* [Problem requirements]:
The records that follow should be returned exactly, pictures excluded.

-------------------------

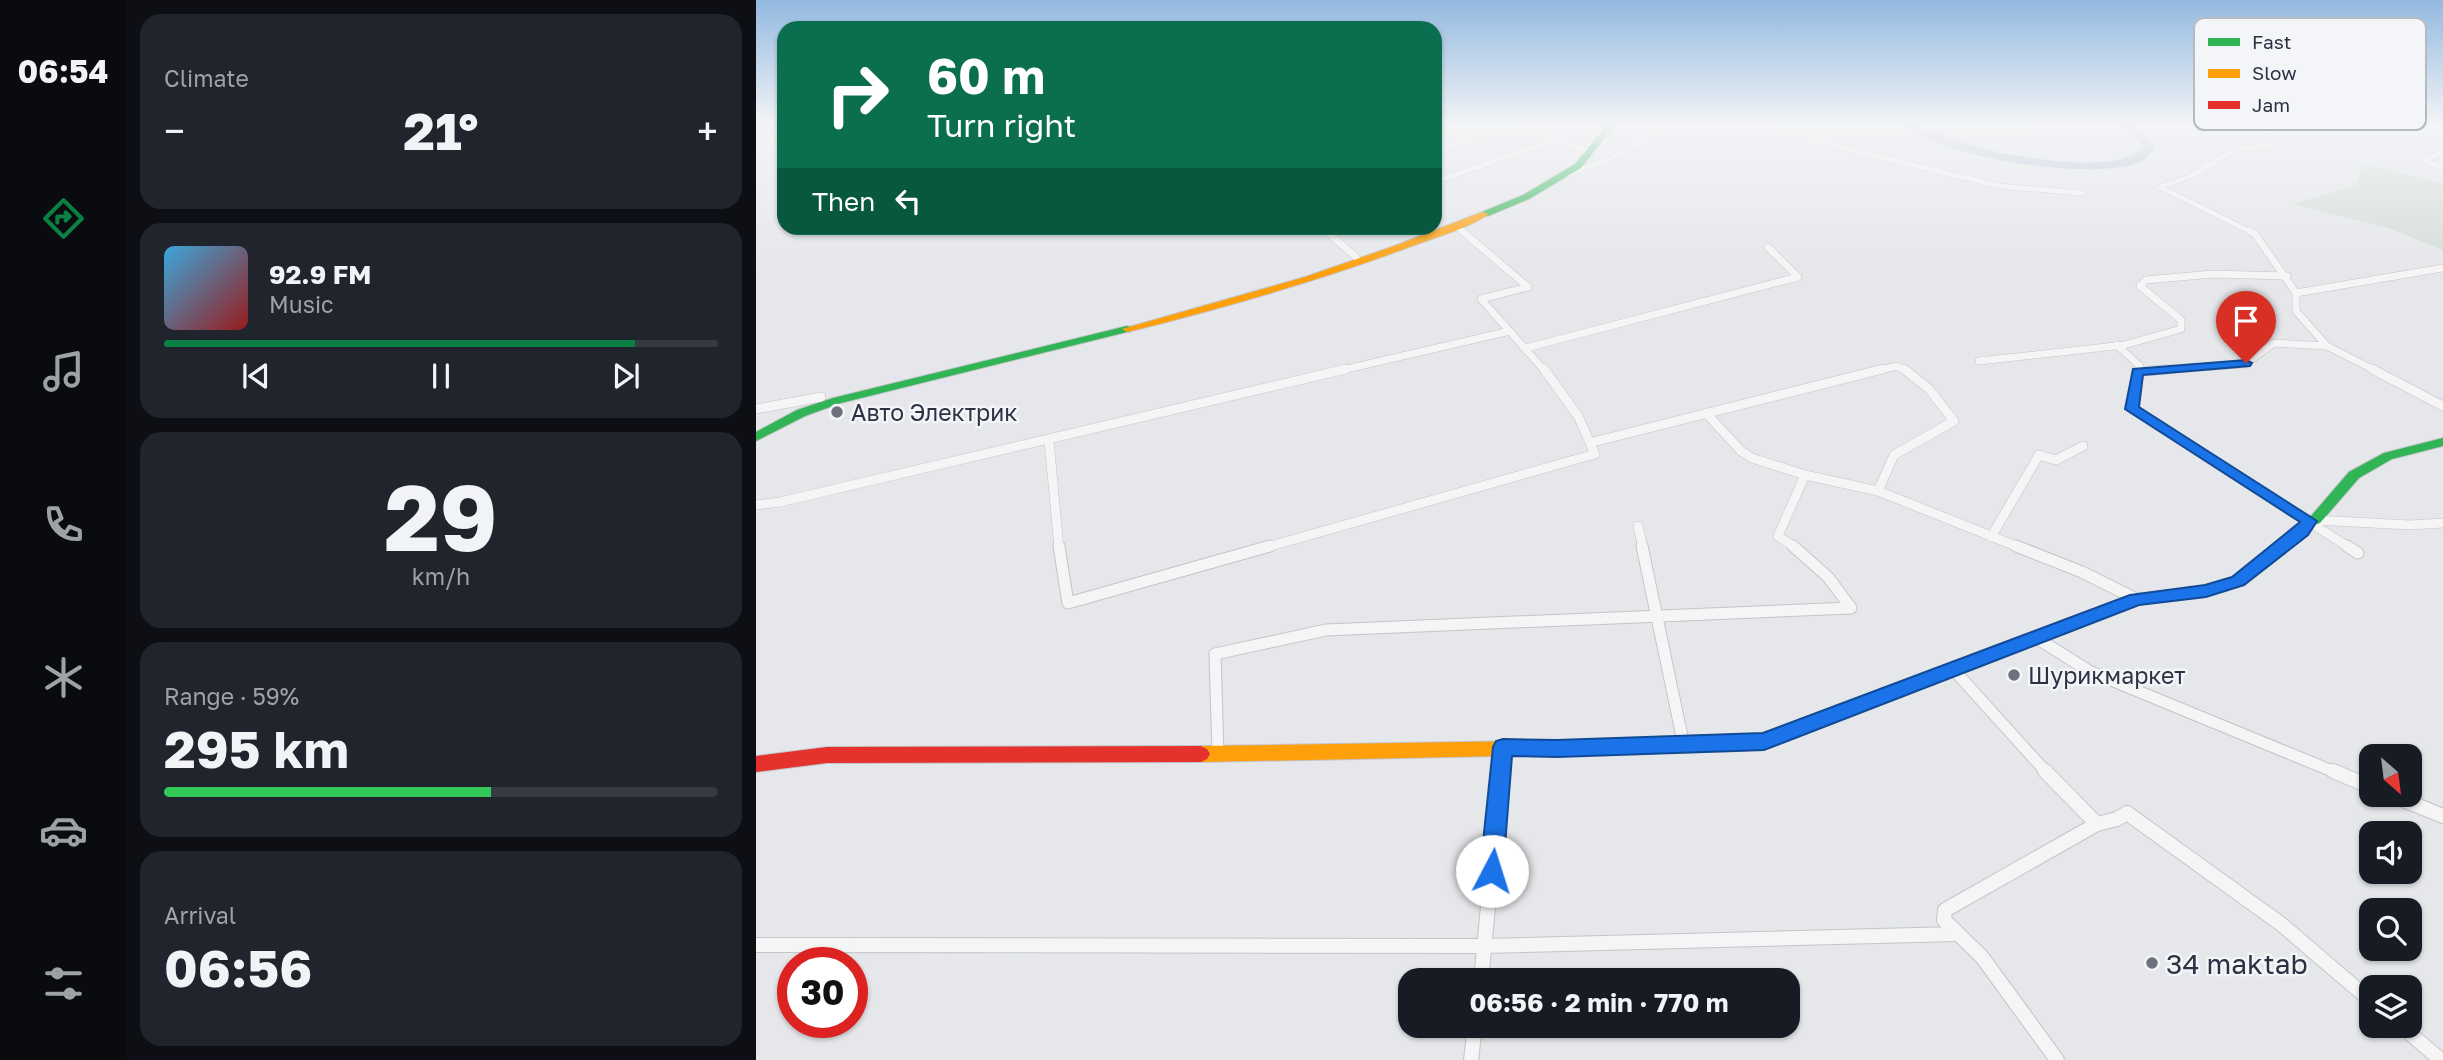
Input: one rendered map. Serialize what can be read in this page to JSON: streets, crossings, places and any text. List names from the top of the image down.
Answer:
{
  "places": ["Авто Электрик", "Шурикмаркет", "34 maktab"],
  "legend": ["Fast", "Slow", "Jam"],
  "north": "bottom right",
  "page": {
    "tabs": "06:54",
    "tile": [
      "Climate",
      ["29", "km/h"],
      ["Range · 59%", "295 km"],
      ["Arrival", "06:56"]
    ],
    "turn": ["60 m", "Turn right"],
    "heat": ["−", "21°", "+"],
    "then": "Then",
    "song": ["92.9 FM", "Music"],
    "limit": "30",
    "trip": "06:56 · 2 min · 770 m"
  }
}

-------------------------

* [Exercise output]:
Input: one rendered map. Serialize what can be read in this page to JSON: streets, crossings, places and any text. List names from the top of the image down.
Answer:
{
  "places": ["Авто Электрик", "Шурикмаркет", "34 maktab"],
  "legend": ["Fast", "Slow", "Jam"],
  "north": "bottom right",
  "page": {
    "tabs": "06:54",
    "tile": [
      "Climate",
      ["29", "km/h"],
      ["Range · 59%", "295 km"],
      ["Arrival", "06:56"]
    ],
    "turn": ["60 m", "Turn right"],
    "heat": ["−", "21°", "+"],
    "then": "Then",
    "song": ["92.9 FM", "Music"],
    "limit": "30",
    "trip": "06:56 · 2 min · 770 m"
  }
}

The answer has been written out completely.